Star Schema Modeling
Star schema isn't legacy — it's the reason your CFO's revenue number matches finance's spreadsheet when both query from fct_orders at the same grain. Dimensional modeling survived Hadoop, survived the lakehouse, because grain discipline beats clever normalization for analytics workloads.
Facts and dimensions
Fact table — numeric measures + foreign keys to dimensions:
CREATE TABLE fct_orders (
order_id BIGINT, -- degenerate dimension
order_date_key INT, -- FK to dim_date
customer_key INT, -- FK to dim_customer
product_key INT, -- FK to dim_product
quantity INT,
gross_amount DECIMAL(18,2),
discount_amount DECIMAL(18,2),
net_amount DECIMAL(18,2)
);
Dimension tables — descriptive context:
CREATE TABLE dim_customer (
customer_key INT PRIMARY KEY,
customer_id VARCHAR,
name VARCHAR,
segment VARCHAR,
country VARCHAR
);
Analysts filter and group on dimensions; facts supply numbers.
Declare grain explicitly
Before writing SQL, finish this sentence: "One row represents ___."
| Fact | Grain |
|---|---|
fct_order_lines |
One product line on one order |
fct_orders |
One order header (risky if lines differ) |
fct_daily_inventory |
One product-warehouse-day snapshot |
Mixing grains in one fact table creates double-counting when summing measures. Split facts instead of bolting line and header measures together.
Document grain in dbt:
models:
- name: fct_order_lines
description: "One row per order line item. Do not sum with header-level facts."

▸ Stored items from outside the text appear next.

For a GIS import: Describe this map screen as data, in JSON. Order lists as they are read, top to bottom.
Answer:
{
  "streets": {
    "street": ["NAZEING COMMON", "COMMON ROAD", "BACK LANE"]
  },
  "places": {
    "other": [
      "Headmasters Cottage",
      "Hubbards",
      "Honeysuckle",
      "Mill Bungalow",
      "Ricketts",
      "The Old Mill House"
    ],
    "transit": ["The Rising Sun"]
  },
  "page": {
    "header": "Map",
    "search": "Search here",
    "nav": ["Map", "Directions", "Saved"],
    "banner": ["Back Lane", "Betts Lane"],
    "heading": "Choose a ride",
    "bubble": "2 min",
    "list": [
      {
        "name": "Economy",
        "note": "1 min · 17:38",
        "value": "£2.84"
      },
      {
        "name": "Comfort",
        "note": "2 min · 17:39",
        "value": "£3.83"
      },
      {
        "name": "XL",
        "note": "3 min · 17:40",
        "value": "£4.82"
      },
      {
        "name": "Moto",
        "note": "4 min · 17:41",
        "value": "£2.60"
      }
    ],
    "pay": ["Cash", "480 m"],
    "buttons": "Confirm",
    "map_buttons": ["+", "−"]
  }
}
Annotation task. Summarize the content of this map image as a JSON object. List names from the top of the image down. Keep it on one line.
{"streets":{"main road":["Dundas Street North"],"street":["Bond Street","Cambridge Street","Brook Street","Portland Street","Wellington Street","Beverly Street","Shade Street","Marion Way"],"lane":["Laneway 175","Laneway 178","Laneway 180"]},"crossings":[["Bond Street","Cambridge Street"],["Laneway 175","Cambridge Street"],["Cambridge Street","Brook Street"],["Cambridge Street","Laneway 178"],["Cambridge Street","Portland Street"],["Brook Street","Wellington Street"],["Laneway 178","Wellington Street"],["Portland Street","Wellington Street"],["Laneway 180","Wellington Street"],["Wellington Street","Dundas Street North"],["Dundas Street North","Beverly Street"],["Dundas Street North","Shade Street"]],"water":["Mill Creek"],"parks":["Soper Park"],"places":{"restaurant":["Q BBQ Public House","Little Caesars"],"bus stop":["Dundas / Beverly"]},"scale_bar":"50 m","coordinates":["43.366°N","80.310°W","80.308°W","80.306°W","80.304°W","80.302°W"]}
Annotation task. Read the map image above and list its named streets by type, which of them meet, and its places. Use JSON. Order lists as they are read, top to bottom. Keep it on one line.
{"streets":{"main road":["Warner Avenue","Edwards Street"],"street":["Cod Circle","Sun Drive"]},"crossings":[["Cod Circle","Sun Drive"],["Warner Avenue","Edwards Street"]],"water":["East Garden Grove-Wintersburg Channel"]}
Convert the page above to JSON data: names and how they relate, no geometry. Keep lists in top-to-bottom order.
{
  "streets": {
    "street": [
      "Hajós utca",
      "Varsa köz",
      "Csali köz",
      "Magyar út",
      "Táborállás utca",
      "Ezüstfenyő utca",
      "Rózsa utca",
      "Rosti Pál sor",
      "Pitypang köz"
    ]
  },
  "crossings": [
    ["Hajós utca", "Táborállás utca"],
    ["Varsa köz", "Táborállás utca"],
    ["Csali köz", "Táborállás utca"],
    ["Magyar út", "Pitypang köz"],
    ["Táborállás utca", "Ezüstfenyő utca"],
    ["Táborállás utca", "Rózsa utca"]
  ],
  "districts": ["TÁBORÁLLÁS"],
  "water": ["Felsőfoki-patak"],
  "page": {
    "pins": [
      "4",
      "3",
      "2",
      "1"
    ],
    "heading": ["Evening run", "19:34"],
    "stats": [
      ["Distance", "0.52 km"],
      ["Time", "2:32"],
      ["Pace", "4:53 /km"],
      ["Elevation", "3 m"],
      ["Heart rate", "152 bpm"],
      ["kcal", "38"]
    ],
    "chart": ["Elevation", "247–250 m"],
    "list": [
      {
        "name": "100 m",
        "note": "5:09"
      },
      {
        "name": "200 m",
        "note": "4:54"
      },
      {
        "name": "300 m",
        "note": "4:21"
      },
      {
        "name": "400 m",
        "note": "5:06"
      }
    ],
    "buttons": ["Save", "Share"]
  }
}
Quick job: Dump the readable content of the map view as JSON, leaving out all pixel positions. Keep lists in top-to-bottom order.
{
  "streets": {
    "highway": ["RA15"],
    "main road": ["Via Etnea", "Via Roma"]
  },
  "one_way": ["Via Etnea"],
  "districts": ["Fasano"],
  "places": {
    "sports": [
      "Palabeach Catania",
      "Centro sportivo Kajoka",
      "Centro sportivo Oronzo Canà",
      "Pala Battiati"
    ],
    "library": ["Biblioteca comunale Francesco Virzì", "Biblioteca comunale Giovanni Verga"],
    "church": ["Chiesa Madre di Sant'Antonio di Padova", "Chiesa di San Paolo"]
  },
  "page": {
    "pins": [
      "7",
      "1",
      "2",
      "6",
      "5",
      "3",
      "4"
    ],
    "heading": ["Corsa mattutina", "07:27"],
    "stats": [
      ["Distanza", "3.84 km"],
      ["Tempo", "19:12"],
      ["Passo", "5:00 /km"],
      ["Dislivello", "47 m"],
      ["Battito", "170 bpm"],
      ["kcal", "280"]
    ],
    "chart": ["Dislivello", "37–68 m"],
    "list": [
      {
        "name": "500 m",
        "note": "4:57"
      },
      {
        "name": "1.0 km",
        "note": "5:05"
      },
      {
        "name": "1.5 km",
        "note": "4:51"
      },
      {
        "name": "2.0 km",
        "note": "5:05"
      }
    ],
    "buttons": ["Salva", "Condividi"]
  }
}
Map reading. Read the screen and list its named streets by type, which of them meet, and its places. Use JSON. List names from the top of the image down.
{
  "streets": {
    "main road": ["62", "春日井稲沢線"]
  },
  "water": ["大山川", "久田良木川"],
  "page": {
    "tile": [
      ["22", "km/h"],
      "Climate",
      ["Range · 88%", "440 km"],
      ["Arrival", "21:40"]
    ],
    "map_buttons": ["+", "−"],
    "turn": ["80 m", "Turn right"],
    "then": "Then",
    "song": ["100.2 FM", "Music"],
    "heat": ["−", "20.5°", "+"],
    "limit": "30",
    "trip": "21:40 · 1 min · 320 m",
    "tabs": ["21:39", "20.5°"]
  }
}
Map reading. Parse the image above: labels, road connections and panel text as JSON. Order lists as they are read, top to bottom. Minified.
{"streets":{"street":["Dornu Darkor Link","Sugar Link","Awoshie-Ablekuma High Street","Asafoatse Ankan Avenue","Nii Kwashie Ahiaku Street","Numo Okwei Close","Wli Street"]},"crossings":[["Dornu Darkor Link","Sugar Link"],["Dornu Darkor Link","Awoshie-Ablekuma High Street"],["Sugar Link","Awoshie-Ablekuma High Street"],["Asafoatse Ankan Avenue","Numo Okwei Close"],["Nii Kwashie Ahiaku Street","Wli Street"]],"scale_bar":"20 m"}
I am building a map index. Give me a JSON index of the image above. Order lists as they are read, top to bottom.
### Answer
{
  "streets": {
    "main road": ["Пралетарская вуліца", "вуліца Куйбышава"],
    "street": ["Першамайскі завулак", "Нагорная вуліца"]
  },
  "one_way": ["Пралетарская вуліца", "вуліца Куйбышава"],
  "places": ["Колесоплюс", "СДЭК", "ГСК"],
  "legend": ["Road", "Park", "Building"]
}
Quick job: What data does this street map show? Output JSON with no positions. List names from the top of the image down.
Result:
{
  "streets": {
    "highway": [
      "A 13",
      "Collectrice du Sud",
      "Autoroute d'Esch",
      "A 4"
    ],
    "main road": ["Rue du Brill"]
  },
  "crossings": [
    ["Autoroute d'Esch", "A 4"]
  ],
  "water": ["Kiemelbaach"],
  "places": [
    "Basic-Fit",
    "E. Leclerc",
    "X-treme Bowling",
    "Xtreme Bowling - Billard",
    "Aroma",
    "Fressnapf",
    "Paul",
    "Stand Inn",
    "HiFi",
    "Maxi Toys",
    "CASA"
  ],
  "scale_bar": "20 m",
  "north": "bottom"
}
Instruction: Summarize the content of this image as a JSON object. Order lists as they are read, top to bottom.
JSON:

Additive, semi-additive, non-additive
- Additive — sum across all dimensions (
quantity,revenue) - Semi-additive — sum across some dims, not time (
account_balance) - Non-additive — ratios (
margin_pct) — compute from summed components, not average of ratios
-- Wrong: average of daily margins
SELECT avg(margin_pct) FROM fct_daily_store;
-- Right: ratio of sums
SELECT sum(profit) / sum(revenue) FROM fct_daily_store;
Conformed dimensions
dim_date and dim_customer shared across fact tables enable consistent drill-across:
fct_sales ──▶ dim_customer ◀── fct_support_tickets
└──▶ dim_date ◀──┘
Without conformed dimensions, "customers" means different things in sales vs support reports.
Role-playing dimensions
Same physical dim_date joins multiple roles via views or aliases:
SELECT *
FROM fct_orders o
JOIN dim_date d_order ON o.order_date_key = d_order.date_key
JOIN dim_date d_ship ON o.ship_date_key = d_ship.date_key;
Or create views dim_order_date, dim_ship_date pointing at dim_date.
Degenerate dimensions
Natural keys stored in fact without separate dimension — order_id, invoice_number. No attribute table needed; still useful for drill-through.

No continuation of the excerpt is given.